De burcht van Leiden
Tijdens het graafschap van graaf Dirk VI werd de houten Burcht van Leiden vervangen door een stenen. De burcht stond op een motte en bestond uit een ronde muur met daarin een donjon. Vanuit deze burcht (waarvan de resten nog steeds in het centrum van Leiden staan) zouden de graven van Holland het gebied voortaan besturen.

De Echternachse kwestie
In 1156 loste Dirk VI de slepende kwestie rond de Echternachse kerken op.
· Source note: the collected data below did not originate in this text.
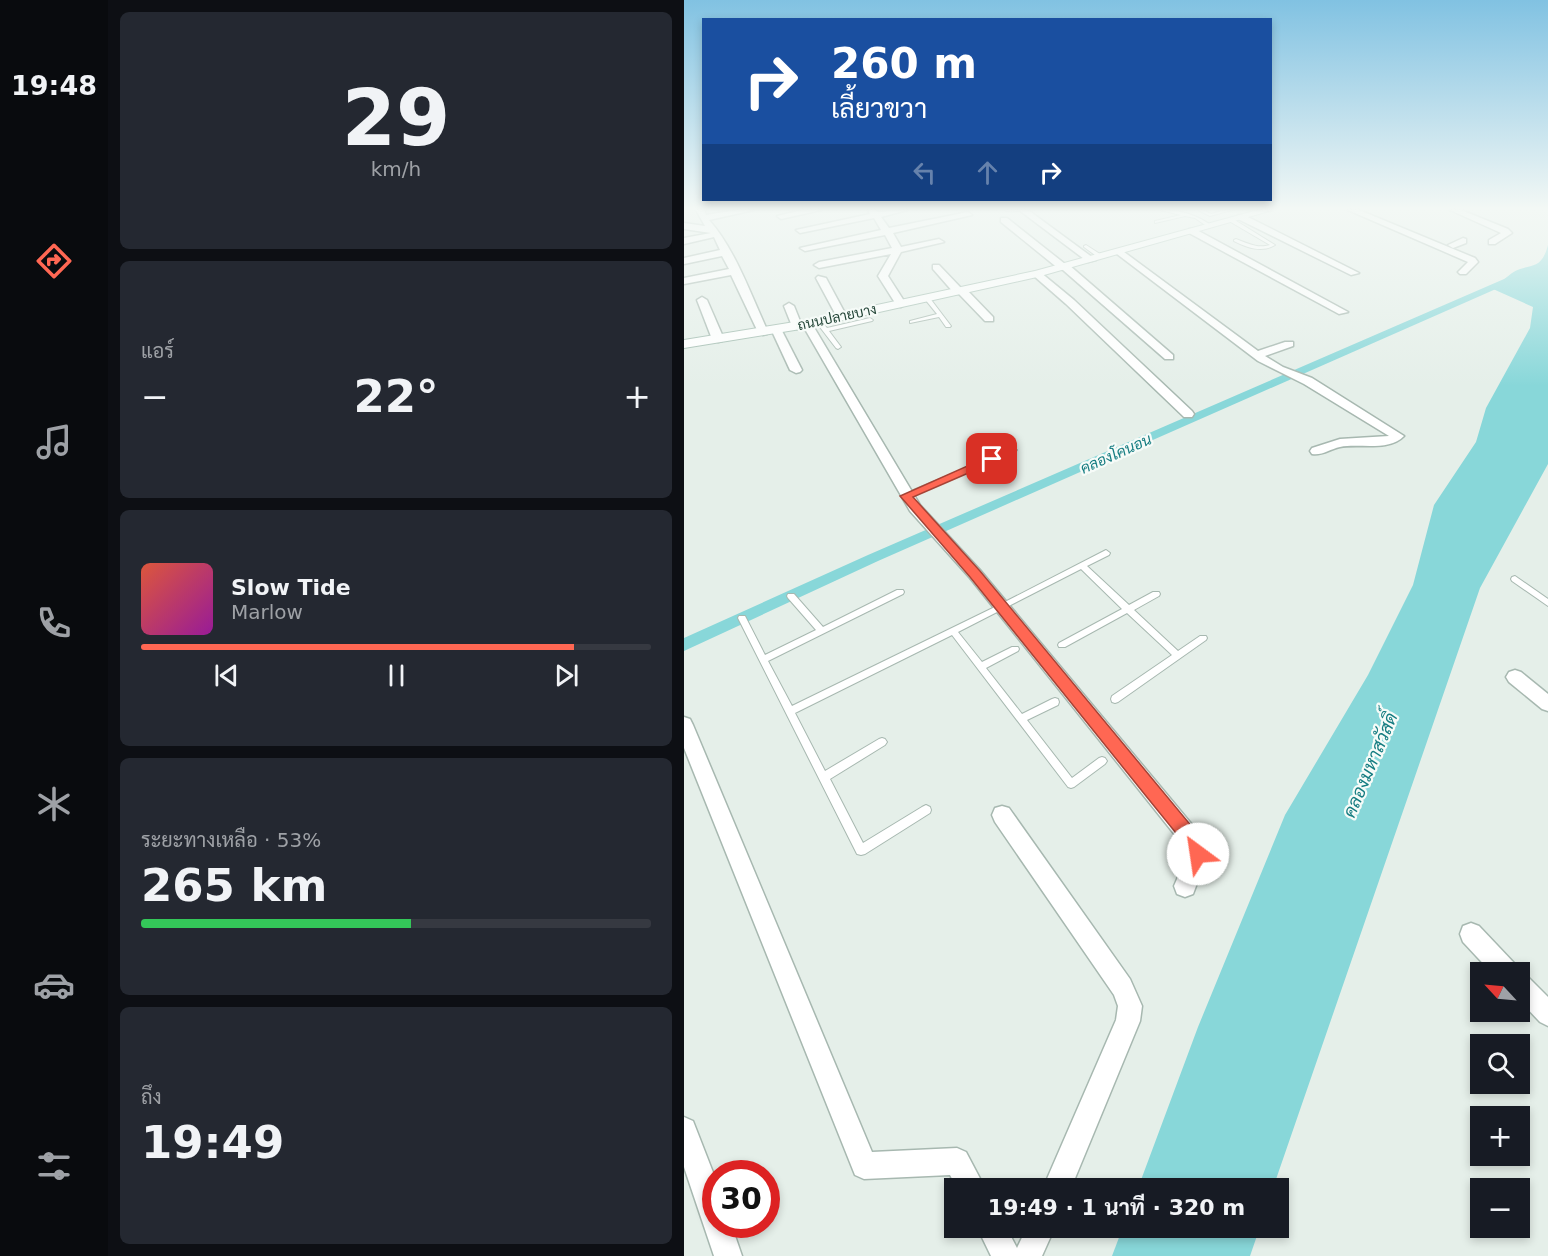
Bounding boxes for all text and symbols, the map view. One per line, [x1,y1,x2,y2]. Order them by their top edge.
text: 260 m [831,39,977,88]
icon: right [732,42,810,120]
text: 19:48 [11,70,97,101]
text: 29 [342,73,450,163]
text: เลี้ยวขวา [831,93,927,124]
icon: left [908,156,941,189]
icon: ahead [971,156,1004,189]
icon: right [1034,156,1067,189]
text: km/h [371,157,421,181]
icon: directions [33,240,75,282]
street label: ถนนปลายบาง [796,301,878,333]
text: แอร์ [141,339,174,363]
text: 22° [353,370,439,423]
text: − [141,377,169,416]
text: + [623,377,651,416]
icon: music [33,421,75,463]
water label: คลองโคนอน [1077,429,1155,478]
pin [966,433,1017,484]
icon: arrive [975,442,1008,475]
text: Slow Tide [231,575,351,600]
text: Marlow [231,600,303,624]
icon: phone [33,602,75,644]
icon: previous [210,659,243,692]
icon: pause [380,659,413,692]
icon: next [550,659,583,692]
water label: คลองมหาสวัสดิ์ [1334,704,1403,821]
icon: climate [33,783,75,825]
position arrow [1166,822,1230,886]
text: ระยะทางเหลือ · 53% [141,828,321,852]
text: 265 km [141,859,327,912]
north arrow [1470,962,1530,1022]
map controls [1470,962,1530,1238]
icon: car [33,964,75,1006]
button: search [1470,1034,1530,1094]
text: ถึง [141,1085,162,1109]
button: + [1470,1106,1530,1166]
text: 19:49 [141,1116,284,1169]
icon: filters [33,1145,75,1187]
speed limit sign: 30 [702,1160,780,1238]
button: − [1470,1178,1530,1238]
text: 19:49 · 1 นาที · 320 m [988,1195,1245,1220]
Rond 923 had Dirk I in Egmond een klooster gesticht. Deze Abdij van Egmond kreeg de kerkelijke rechten over het gebied, in plaats van de door Willibrordus gestichte Abdij van Echternach. De abdij van Echternach ondernam herhaaldelijk pogingen het verloren bezit terug te krijgen; dit had tot gevolg dat in 1063 de bisschop Willem I van Utrecht de kerken in het gebied over beide abdijen verdeelde. De abdij van Egmond wilde deze verdeling uiteraard niet accepteren. Dirk VI loste het conflict op door de abdij van Echternach, in ruil voor de gebieden, land op Schouwen en de inkomsten van de grote kerk in Vlaardingen te schenken. Dat de abt van Egmond, die bij de overdracht aanwezig was, weinig gecharmeerd was van deze oplossing, bleek wel toen hij Dirk VI en zijn zoon Floris kort erop in de ban deed. Deze ban is er waarschijnlijk de oorzaak van dat Dirk VI niet in Egmond maar in de Abdij van Rijnsburg werd begraven.